DATASET RECORDS:
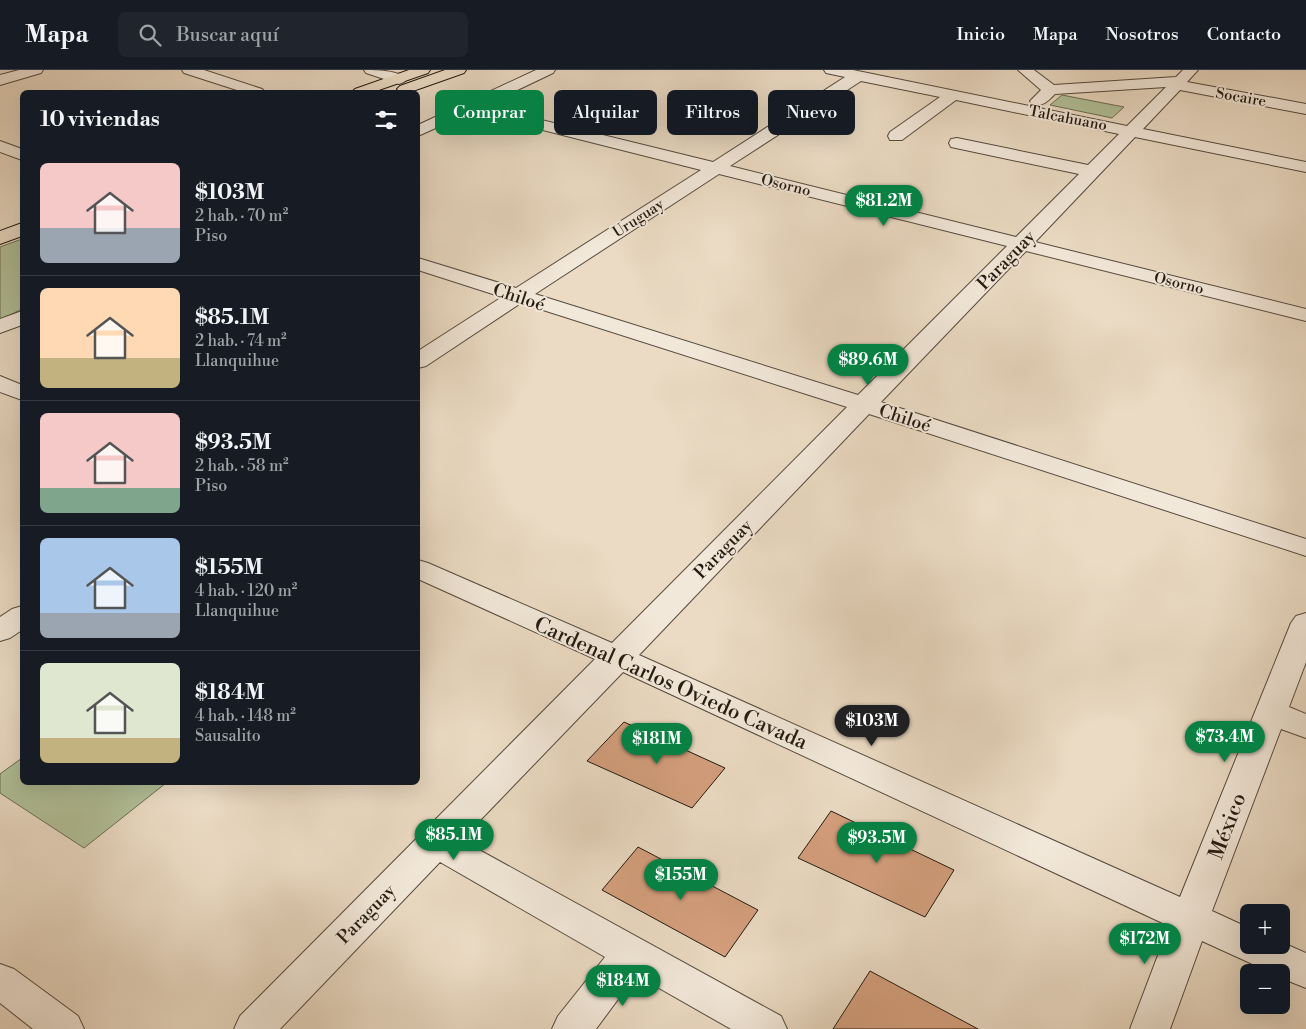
<!DOCTYPE html>
<html lang="es">
<meta charset="utf-8">
<style>
:root{--surface:#171b24;--page:#20242c;--text:#f1f3f6;--muted:#9ea1a6;--line:#363941;--accent:#0b8043}
body{margin:0;font-family:"Libre Bodoni",serif;background:var(--page);color:var(--text);height:100vh;display:flex;flex-direction:column;font-size:19px;white-space:nowrap}
*{box-sizing:border-box;margin:0}
p{font-size:16px;color:var(--muted)}
.icon{flex:none;width:28px;height:28px;fill:none;stroke:currentColor;stroke-width:2;stroke-linecap:round;stroke-linejoin:round}
.map{position:relative;flex:1;overflow:hidden}
.details{position:absolute;left:20px;top:20px;width:400px;height:695px;display:flex;flex-direction:column;background:var(--surface);border-radius:8px;box-shadow:0 5px 20px #0002}
.details>*{flex:none}
.top-card{position:absolute;left:435px;top:20px;width:475px;height:45px;display:flex;gap:10px}
.buttons{position:absolute;left:1240px;top:834px;display:grid;gap:10px}
.buttons a{display:grid;place-items:center;width:50px;height:50px;border-radius:8px;background:var(--surface);box-shadow:0 5px 20px #0002;font-size:25px}
.price{position:absolute;translate:-50% -42px;padding:0 11px;border-radius:18px;background:var(--accent);color:#fff;font-size:16px;line-height:32px;filter:drop-shadow(0 1px 2px #0008)}
.price::after{content:'';position:absolute;left:50%;top:30px;width:15px;height:11px;margin-left:-8px;background:inherit;clip-path:polygon(0 0,100% 0,50% 100%)}
.price.active{background:#222;color:#fff}
ul{padding:0;list-style:none}
li{display:flex;align-items:center;gap:15px;height:125px;padding:0 20px}
li+li{border-top:1px solid var(--line)}
li span{display:grid;place-items:center;flex:none;width:140px;height:100px;border-radius:8px;color:#555}
li>.icon{margin-inline-start:auto}
span .icon{width:60px;height:60px;fill:#fffc;stroke-width:1}
li b{font-size:21px}
h2{display:flex;justify-content:space-between;align-items:center;height:60px;padding:0 20px;font-size:21px}
.pill{padding:0 18px;border-radius:8px;background:var(--surface);box-shadow:0 5px 20px #0002;font-size:18px;line-height:45px}
.pill.active{background:var(--accent);color:#fff}
header{display:flex;align-items:center;gap:30px;box-sizing:border-box;height:70px;padding:0 25px;background:var(--surface);border-bottom:1px solid var(--line)}
header strong{font-size:24px}
nav{display:flex;gap:28px;margin-inline-start:auto;font-size:18px}
.search{width:350px;height:45px;background:var(--page);display:flex;align-items:center;gap:12px;box-sizing:border-box;padding:0 18px;border-radius:8px;color:var(--muted);font-size:19px}
.map>svg:first-child{display:block}
.green{fill:#b2c199;stroke:#6a6e56}
.building{fill:#d49f7d;stroke:#231b12}
.lines{fill:none;stroke-linecap:round;stroke-linejoin:round}
.minor-casing{stroke:#554b3e;stroke-width:2}
.highway-casing{stroke:#231b12;stroke-width:2}
.minor{fill:#f2e8d9;fill-rule:evenodd}
.highway{fill:#ebdbc4;fill-rule:evenodd}
.labels{text-anchor:middle;stroke-width:4;stroke-linejoin:round;paint-order:stroke}
.far-street-label{font-size:15px;fill:#231b12;stroke:#f2e8d9}
.street-label{font-size:18px;fill:#231b12;stroke:#f2e8d9}
.near-street-label{font-size:21px;fill:#231b12;stroke:#f2e8d9}
</style>
<header>
<strong>Mapa</strong>
<div class="search"><svg class="icon" aria-label="search" viewBox="0 0 24 24"><circle cx="10" cy="10" r="6"/><path d="M15 15l6 6"/></svg>Buscar aquí</div>
<nav><a>Inicio</a><a>Mapa</a><a>Nosotros</a><a>Contacto</a></nav>
</header>
<div class="map">
<svg width="1306" height="959" viewBox="0 0 1306 959">
<rect width="100%" height="100%" fill="#ebdbc4"/>
<filter id="stains"><feTurbulence type="fractalNoise" baseFrequency=".004" numOctaves="4"/><feColorMatrix values="0 0 0 0 .2 0 0 0 0 .09 0 0 0 0 .02 0 0 0 .5 -.17"/></filter>
<radialGradient id="worn" r=".72"><stop offset=".6" stop-color="#630" stop-opacity="0"/><stop offset="1" stop-color="#630" stop-opacity=".3"/></radialGradient>
<!-- green -->
<g class="green">
<path d="M1062 25 1124 37 1112 48 1050 35Z"/>
<path d="M22 169V239L0 250V177Z"/>
<path d="M22 688V712L166 713 84 778 0 723V704Z"/>
</g>
<!-- building -->
<g class="building">
<path d="M624 652 725 698 692 738 587 691Z"/>
<path d="M831 741 954 800 925 847 798 788Z"/>
<path d="M638 777 758 840 725 887 602 820Z"/>
<path d="M870 901 978 959H833Z"/>
</g>
<g class="lines">
<!-- minor casing -->
<g class="minor-casing">
<g id="minor">
<path d="M19 0H43L41 3 0 15V5Z"/>
<path d="M182 0H204L262 19 265 22H243L184 3Z"/>
<path d="M364 0C376 0 398 0 407 9L404 12 399 14 366 3Z"/>
<path d="M536 0H555L553 3 484 36 713 92 845 7 826 3 824 0H853L1127 56 1166 17 1055 24C1048 31 1043 37 1032 34L1030 31 1041 20 1018 0H1034L1054 15 1176 7 1183 0H1198L1187 12 1306 34V44L1180 20 1143 59 1306 92V102L1135 67 1035 172 1306 239V251L1026 181 881 332 1306 469V486L869 344 639 585 1180 827 1291 553 1296 546 1306 543V592L1289 637 1306 644V668L1281 659 1212 841 1249 858V875H1281V872L1306 883V918L1281 908V902H1270L1202 871 1170 959H1130L1169 856 623 602 461 770 781 946 787 959H731L636 905 596 959H552L558 946 605 887 440 792 280 959H234L240 946 595 589 418 509V490L428 493 612 573 847 337 521 233 426 296 418 298V281L502 227 418 200V188L516 218 701 100 471 42 418 66V55ZM861 11 940 27 890 62 888 66 890 70H902L956 30 1119 64 1088 95 957 68 951 69 949 73 951 77 1079 104 1016 167 730 96ZM719 104 1007 176 858 325 535 224Z"/>
<path d="M0 71 22 79V90L0 82Z"/>
<path d="M22 241V255L0 263V249Z"/>
<path d="M0 306 22 315V330L0 322Z"/>
<path d="M22 536V560L10 568 0 571V547L12 539Z"/>
<path d="M0 894 14 899 78 946 84 959H33L0 933Z"/>
</g>
</g>
<!-- highway casing -->
<g class="highway-casing">
<g id="highway">
<path d="M409 0H430L428 3 373 22H352L355 19Z"/>
<path d="M445 0H466L464 3 410 22H400L397 19 400 16Z"/>
<path d="M22 153V166L0 174V161Z"/>
</g>
</g>
<!-- minor -->
<use href="#minor" class="minor"/>
<!-- highway -->
<use href="#highway" class="highway"/>
</g>
<g class="labels">
<!-- far-street labels -->
<g class="far-street-label">
<text transform="translate(1241 27) rotate(10)" y="5">Socaire</text>
<text transform="translate(1068 48) rotate(11)" y="5">Talcahuano</text>
<text transform="translate(786 115) rotate(14)" y="5">Osorno</text>
<text transform="translate(638 148) rotate(-33)" y="5">Uruguay</text>
<text transform="translate(1179 213) rotate(14)" y="5">Osorno</text>
</g>
<!-- street labels -->
<g class="street-label">
<text transform="translate(1006 190) rotate(-46)" y="6">Paraguay</text>
<text transform="translate(519 227) rotate(18)" y="6">Chiloé</text>
<text transform="translate(905 348) rotate(18)" y="6">Chiloé</text>
<text transform="translate(723 479) rotate(-46)" y="6">Paraguay</text>
<text transform="translate(366 844) rotate(-46)" y="6">Paraguay</text>
</g>
<!-- near-street labels -->
<g class="near-street-label">
<text transform="translate(671 613) rotate(24)" y="7">Cardenal Carlos Oviedo Cavada</text>
<text transform="translate(1227 756) rotate(-69)" y="7">México</text>
</g>
</g>
<rect width="100%" height="100%" filter="url(#stains)"/>
<rect width="100%" height="100%" fill="url(#worn)"/>
</svg>
<div class="buttons">
<a>+</a>
<a>−</a>
</div>
<b class="price" style="left:884px;top:157px">$81.2M</b>
<b class="price" style="left:868px;top:316px">$89.6M</b>
<b class="price active" style="left:872px;top:677px">$103M</b>
<b class="price" style="left:1225px;top:693px">$73.4M</b>
<b class="price" style="left:657px;top:695px">$181M</b>
<b class="price" style="left:454px;top:791px">$85.1M</b>
<b class="price" style="left:877px;top:794px">$93.5M</b>
<b class="price" style="left:681px;top:831px">$155M</b>
<b class="price" style="left:1145px;top:895px">$172M</b>
<b class="price" style="left:623px;top:937px">$184M</b>
<div class="top-card">
<a class="pill active">Comprar</a>
<a class="pill">Alquilar</a>
<a class="pill">Filtros</a>
<a class="pill">Nuevo</a>
</div>
<section class="details">
<h2>10 viviendas<svg class="icon" aria-label="filters" viewBox="0 0 24 24"><path d="M4 7h16M4 17h16"/><circle cx="9" cy="7" r="2"/><circle cx="15" cy="17" r="2"/></svg></h2>
<ul>
<li><span style="background:linear-gradient(#f6c9c9 65%,#9aa5b1 0)"><svg class="icon" aria-label="home" viewBox="0 0 24 24"><path d="M3 11l9-7 9 7M6 9v11h12V9"/></svg></span><div><b>$103M</b><p>2 hab. · 70 m²</p><p>Piso</p></div></li>
<li><span style="background:linear-gradient(#ffd9b3 70%,#c2b280 0)"><svg class="icon" aria-label="home" viewBox="0 0 24 24"><path d="M3 11l9-7 9 7M6 9v11h12V9"/></svg></span><div><b>$85.1M</b><p>2 hab. · 74 m²</p><p>Llanquihue</p></div></li>
<li><span style="background:linear-gradient(#f6c9c9 75%,#7fa58c 0)"><svg class="icon" aria-label="home" viewBox="0 0 24 24"><path d="M3 11l9-7 9 7M6 9v11h12V9"/></svg></span><div><b>$93.5M</b><p>2 hab. · 58 m²</p><p>Piso</p></div></li>
<li><span style="background:linear-gradient(#a9c7e8 75%,#9aa5b1 0)"><svg class="icon" aria-label="home" viewBox="0 0 24 24"><path d="M3 11l9-7 9 7M6 9v11h12V9"/></svg></span><div><b>$155M</b><p>4 hab. · 120 m²</p><p>Llanquihue</p></div></li>
<li><span style="background:linear-gradient(#dfe7d0 75%,#c2b280 0)"><svg class="icon" aria-label="home" viewBox="0 0 24 24"><path d="M3 11l9-7 9 7M6 9v11h12V9"/></svg></span><div><b>$184M</b><p>4 hab. · 148 m²</p><p>Sausalito</p></div></li>
</ul>
</section>
</div>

YOUR GOAL:
Show the lines of the material that contain the word "auto".

ANSWER AREA:
li>.icon{margin-inline-start:auto}
nav{display:flex;gap:28px;margin-inline-start:auto;font-size:18px}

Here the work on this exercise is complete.